Your reply should be the following data, copied exactly.
===============
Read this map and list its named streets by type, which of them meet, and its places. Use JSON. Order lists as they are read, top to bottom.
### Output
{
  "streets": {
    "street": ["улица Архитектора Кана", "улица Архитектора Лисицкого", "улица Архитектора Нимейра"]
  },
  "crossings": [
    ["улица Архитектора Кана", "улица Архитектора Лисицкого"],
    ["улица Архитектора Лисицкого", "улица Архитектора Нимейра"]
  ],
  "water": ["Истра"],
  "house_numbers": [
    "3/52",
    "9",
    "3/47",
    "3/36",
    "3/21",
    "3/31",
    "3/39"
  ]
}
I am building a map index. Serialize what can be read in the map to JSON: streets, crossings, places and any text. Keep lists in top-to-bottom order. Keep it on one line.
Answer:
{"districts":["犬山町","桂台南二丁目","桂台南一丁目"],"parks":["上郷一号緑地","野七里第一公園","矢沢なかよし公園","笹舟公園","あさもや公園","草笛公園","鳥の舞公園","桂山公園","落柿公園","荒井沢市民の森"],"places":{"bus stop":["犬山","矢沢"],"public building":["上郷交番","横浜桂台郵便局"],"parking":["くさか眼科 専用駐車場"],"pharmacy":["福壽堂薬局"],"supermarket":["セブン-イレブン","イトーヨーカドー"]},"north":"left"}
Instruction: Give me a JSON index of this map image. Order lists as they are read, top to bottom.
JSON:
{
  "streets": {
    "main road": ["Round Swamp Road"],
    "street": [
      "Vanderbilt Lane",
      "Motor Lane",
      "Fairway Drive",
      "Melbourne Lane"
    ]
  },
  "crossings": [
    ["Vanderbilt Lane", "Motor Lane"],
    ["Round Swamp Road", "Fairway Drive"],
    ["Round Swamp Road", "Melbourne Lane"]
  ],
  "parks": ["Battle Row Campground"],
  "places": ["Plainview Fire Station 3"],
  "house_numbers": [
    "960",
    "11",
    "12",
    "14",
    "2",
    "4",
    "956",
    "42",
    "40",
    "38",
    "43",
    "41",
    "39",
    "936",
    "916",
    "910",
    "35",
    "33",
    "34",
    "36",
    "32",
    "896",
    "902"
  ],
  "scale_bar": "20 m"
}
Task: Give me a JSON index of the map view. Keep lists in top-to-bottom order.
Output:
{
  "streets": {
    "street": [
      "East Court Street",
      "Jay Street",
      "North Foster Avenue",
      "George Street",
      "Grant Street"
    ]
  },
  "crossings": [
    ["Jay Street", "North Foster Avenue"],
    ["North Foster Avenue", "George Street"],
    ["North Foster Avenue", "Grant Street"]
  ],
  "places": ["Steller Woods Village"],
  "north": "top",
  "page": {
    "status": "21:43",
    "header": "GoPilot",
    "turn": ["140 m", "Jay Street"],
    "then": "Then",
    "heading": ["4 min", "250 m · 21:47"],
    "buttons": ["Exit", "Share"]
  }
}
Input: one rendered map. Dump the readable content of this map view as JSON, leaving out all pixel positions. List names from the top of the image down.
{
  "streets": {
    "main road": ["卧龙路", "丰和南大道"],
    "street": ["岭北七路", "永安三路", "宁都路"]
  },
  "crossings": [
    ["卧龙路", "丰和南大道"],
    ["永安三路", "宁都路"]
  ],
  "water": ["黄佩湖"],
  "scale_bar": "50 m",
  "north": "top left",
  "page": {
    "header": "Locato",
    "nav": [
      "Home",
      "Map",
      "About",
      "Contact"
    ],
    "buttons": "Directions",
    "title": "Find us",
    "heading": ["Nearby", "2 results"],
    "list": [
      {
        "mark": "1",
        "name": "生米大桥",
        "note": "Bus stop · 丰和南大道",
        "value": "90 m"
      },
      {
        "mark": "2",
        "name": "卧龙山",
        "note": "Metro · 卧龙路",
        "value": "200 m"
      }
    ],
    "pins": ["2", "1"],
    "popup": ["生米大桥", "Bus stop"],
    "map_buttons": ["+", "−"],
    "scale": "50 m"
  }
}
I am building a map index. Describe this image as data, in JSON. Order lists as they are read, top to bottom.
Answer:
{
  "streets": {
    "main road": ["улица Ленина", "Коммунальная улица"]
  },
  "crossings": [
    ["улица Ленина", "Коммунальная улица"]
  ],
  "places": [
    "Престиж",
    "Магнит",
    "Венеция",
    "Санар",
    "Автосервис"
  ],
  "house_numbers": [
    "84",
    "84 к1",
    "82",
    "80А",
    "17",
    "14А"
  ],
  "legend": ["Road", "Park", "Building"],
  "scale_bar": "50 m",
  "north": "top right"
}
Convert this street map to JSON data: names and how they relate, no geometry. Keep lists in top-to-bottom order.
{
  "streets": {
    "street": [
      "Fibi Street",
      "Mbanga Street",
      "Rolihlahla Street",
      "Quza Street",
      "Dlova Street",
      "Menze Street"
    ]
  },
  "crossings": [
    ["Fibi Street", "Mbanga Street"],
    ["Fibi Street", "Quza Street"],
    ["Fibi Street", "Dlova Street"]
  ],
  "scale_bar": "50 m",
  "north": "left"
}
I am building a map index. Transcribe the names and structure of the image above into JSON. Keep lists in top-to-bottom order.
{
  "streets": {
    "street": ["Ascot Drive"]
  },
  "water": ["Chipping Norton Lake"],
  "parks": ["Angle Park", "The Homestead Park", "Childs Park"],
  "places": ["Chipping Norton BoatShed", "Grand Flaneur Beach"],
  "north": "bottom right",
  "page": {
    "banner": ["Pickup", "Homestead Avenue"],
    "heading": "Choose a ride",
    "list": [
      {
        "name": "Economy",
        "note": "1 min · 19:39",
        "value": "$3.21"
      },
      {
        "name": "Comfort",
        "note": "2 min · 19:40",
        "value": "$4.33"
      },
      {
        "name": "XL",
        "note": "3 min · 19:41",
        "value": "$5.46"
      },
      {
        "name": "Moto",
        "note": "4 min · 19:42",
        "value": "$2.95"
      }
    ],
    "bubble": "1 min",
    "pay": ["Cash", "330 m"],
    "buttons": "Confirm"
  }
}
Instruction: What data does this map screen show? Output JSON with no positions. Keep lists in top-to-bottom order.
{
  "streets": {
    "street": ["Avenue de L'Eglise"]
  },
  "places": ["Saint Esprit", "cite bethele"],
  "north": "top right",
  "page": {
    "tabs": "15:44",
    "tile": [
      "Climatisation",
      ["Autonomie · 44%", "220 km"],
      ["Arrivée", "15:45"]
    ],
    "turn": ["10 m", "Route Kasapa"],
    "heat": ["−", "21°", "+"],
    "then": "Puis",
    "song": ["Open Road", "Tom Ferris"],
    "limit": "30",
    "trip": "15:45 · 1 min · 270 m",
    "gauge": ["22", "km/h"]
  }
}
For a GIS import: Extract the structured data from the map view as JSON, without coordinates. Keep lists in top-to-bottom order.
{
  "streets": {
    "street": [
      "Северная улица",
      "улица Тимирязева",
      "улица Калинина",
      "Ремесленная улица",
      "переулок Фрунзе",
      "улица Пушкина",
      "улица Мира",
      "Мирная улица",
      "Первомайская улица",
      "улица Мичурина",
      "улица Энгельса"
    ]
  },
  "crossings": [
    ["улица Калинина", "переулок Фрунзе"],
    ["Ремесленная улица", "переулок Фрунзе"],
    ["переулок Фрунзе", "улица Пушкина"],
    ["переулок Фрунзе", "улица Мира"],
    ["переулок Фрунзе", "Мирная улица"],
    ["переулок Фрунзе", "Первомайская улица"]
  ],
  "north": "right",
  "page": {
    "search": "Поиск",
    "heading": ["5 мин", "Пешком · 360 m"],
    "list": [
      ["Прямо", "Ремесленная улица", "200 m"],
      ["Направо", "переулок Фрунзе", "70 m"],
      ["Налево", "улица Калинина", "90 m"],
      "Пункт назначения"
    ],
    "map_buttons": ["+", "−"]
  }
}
===============
Exercise response:
Read this map and list its named streets by type, which of them meet, and its places. Use JSON. Order lists as they are read, top to bottom.
### Output
{
  "streets": {
    "street": ["улица Архитектора Кана", "улица Архитектора Лисицкого", "улица Архитектора Нимейра"]
  },
  "crossings": [
    ["улица Архитектора Кана", "улица Архитектора Лисицкого"],
    ["улица Архитектора Лисицкого", "улица Архитектора Нимейра"]
  ],
  "water": ["Истра"],
  "house_numbers": [
    "3/52",
    "9",
    "3/47",
    "3/36",
    "3/21",
    "3/31",
    "3/39"
  ]
}
I am building a map index. Serialize what can be read in the map to JSON: streets, crossings, places and any text. Keep lists in top-to-bottom order. Keep it on one line.
Answer:
{"districts":["犬山町","桂台南二丁目","桂台南一丁目"],"parks":["上郷一号緑地","野七里第一公園","矢沢なかよし公園","笹舟公園","あさもや公園","草笛公園","鳥の舞公園","桂山公園","落柿公園","荒井沢市民の森"],"places":{"bus stop":["犬山","矢沢"],"public building":["上郷交番","横浜桂台郵便局"],"parking":["くさか眼科 専用駐車場"],"pharmacy":["福壽堂薬局"],"supermarket":["セブン-イレブン","イトーヨーカドー"]},"north":"left"}
Instruction: Give me a JSON index of this map image. Order lists as they are read, top to bottom.
JSON:
{
  "streets": {
    "main road": ["Round Swamp Road"],
    "street": [
      "Vanderbilt Lane",
      "Motor Lane",
      "Fairway Drive",
      "Melbourne Lane"
    ]
  },
  "crossings": [
    ["Vanderbilt Lane", "Motor Lane"],
    ["Round Swamp Road", "Fairway Drive"],
    ["Round Swamp Road", "Melbourne Lane"]
  ],
  "parks": ["Battle Row Campground"],
  "places": ["Plainview Fire Station 3"],
  "house_numbers": [
    "960",
    "11",
    "12",
    "14",
    "2",
    "4",
    "956",
    "42",
    "40",
    "38",
    "43",
    "41",
    "39",
    "936",
    "916",
    "910",
    "35",
    "33",
    "34",
    "36",
    "32",
    "896",
    "902"
  ],
  "scale_bar": "20 m"
}
Task: Give me a JSON index of the map view. Keep lists in top-to-bottom order.
Output:
{
  "streets": {
    "street": [
      "East Court Street",
      "Jay Street",
      "North Foster Avenue",
      "George Street",
      "Grant Street"
    ]
  },
  "crossings": [
    ["Jay Street", "North Foster Avenue"],
    ["North Foster Avenue", "George Street"],
    ["North Foster Avenue", "Grant Street"]
  ],
  "places": ["Steller Woods Village"],
  "north": "top",
  "page": {
    "status": "21:43",
    "header": "GoPilot",
    "turn": ["140 m", "Jay Street"],
    "then": "Then",
    "heading": ["4 min", "250 m · 21:47"],
    "buttons": ["Exit", "Share"]
  }
}
Input: one rendered map. Dump the readable content of this map view as JSON, leaving out all pixel positions. List names from the top of the image down.
{
  "streets": {
    "main road": ["卧龙路", "丰和南大道"],
    "street": ["岭北七路", "永安三路", "宁都路"]
  },
  "crossings": [
    ["卧龙路", "丰和南大道"],
    ["永安三路", "宁都路"]
  ],
  "water": ["黄佩湖"],
  "scale_bar": "50 m",
  "north": "top left",
  "page": {
    "header": "Locato",
    "nav": [
      "Home",
      "Map",
      "About",
      "Contact"
    ],
    "buttons": "Directions",
    "title": "Find us",
    "heading": ["Nearby", "2 results"],
    "list": [
      {
        "mark": "1",
        "name": "生米大桥",
        "note": "Bus stop · 丰和南大道",
        "value": "90 m"
      },
      {
        "mark": "2",
        "name": "卧龙山",
        "note": "Metro · 卧龙路",
        "value": "200 m"
      }
    ],
    "pins": ["2", "1"],
    "popup": ["生米大桥", "Bus stop"],
    "map_buttons": ["+", "−"],
    "scale": "50 m"
  }
}
I am building a map index. Describe this image as data, in JSON. Order lists as they are read, top to bottom.
Answer:
{
  "streets": {
    "main road": ["улица Ленина", "Коммунальная улица"]
  },
  "crossings": [
    ["улица Ленина", "Коммунальная улица"]
  ],
  "places": [
    "Престиж",
    "Магнит",
    "Венеция",
    "Санар",
    "Автосервис"
  ],
  "house_numbers": [
    "84",
    "84 к1",
    "82",
    "80А",
    "17",
    "14А"
  ],
  "legend": ["Road", "Park", "Building"],
  "scale_bar": "50 m",
  "north": "top right"
}
Convert this street map to JSON data: names and how they relate, no geometry. Keep lists in top-to-bottom order.
{
  "streets": {
    "street": [
      "Fibi Street",
      "Mbanga Street",
      "Rolihlahla Street",
      "Quza Street",
      "Dlova Street",
      "Menze Street"
    ]
  },
  "crossings": [
    ["Fibi Street", "Mbanga Street"],
    ["Fibi Street", "Quza Street"],
    ["Fibi Street", "Dlova Street"]
  ],
  "scale_bar": "50 m",
  "north": "left"
}
I am building a map index. Transcribe the names and structure of the image above into JSON. Keep lists in top-to-bottom order.
{
  "streets": {
    "street": ["Ascot Drive"]
  },
  "water": ["Chipping Norton Lake"],
  "parks": ["Angle Park", "The Homestead Park", "Childs Park"],
  "places": ["Chipping Norton BoatShed", "Grand Flaneur Beach"],
  "north": "bottom right",
  "page": {
    "banner": ["Pickup", "Homestead Avenue"],
    "heading": "Choose a ride",
    "list": [
      {
        "name": "Economy",
        "note": "1 min · 19:39",
        "value": "$3.21"
      },
      {
        "name": "Comfort",
        "note": "2 min · 19:40",
        "value": "$4.33"
      },
      {
        "name": "XL",
        "note": "3 min · 19:41",
        "value": "$5.46"
      },
      {
        "name": "Moto",
        "note": "4 min · 19:42",
        "value": "$2.95"
      }
    ],
    "bubble": "1 min",
    "pay": ["Cash", "330 m"],
    "buttons": "Confirm"
  }
}
Instruction: What data does this map screen show? Output JSON with no positions. Keep lists in top-to-bottom order.
{
  "streets": {
    "street": ["Avenue de L'Eglise"]
  },
  "places": ["Saint Esprit", "cite bethele"],
  "north": "top right",
  "page": {
    "tabs": "15:44",
    "tile": [
      "Climatisation",
      ["Autonomie · 44%", "220 km"],
      ["Arrivée", "15:45"]
    ],
    "turn": ["10 m", "Route Kasapa"],
    "heat": ["−", "21°", "+"],
    "then": "Puis",
    "song": ["Open Road", "Tom Ferris"],
    "limit": "30",
    "trip": "15:45 · 1 min · 270 m",
    "gauge": ["22", "km/h"]
  }
}
For a GIS import: Extract the structured data from the map view as JSON, without coordinates. Keep lists in top-to-bottom order.
{
  "streets": {
    "street": [
      "Северная улица",
      "улица Тимирязева",
      "улица Калинина",
      "Ремесленная улица",
      "переулок Фрунзе",
      "улица Пушкина",
      "улица Мира",
      "Мирная улица",
      "Первомайская улица",
      "улица Мичурина",
      "улица Энгельса"
    ]
  },
  "crossings": [
    ["улица Калинина", "переулок Фрунзе"],
    ["Ремесленная улица", "переулок Фрунзе"],
    ["переулок Фрунзе", "улица Пушкина"],
    ["переулок Фрунзе", "улица Мира"],
    ["переулок Фрунзе", "Мирная улица"],
    ["переулок Фрунзе", "Первомайская улица"]
  ],
  "north": "right",
  "page": {
    "search": "Поиск",
    "heading": ["5 мин", "Пешком · 360 m"],
    "list": [
      ["Прямо", "Ремесленная улица", "200 m"],
      ["Направо", "переулок Фрунзе", "70 m"],
      ["Налево", "улица Калинина", "90 m"],
      "Пункт назначения"
    ],
    "map_buttons": ["+", "−"]
  }
}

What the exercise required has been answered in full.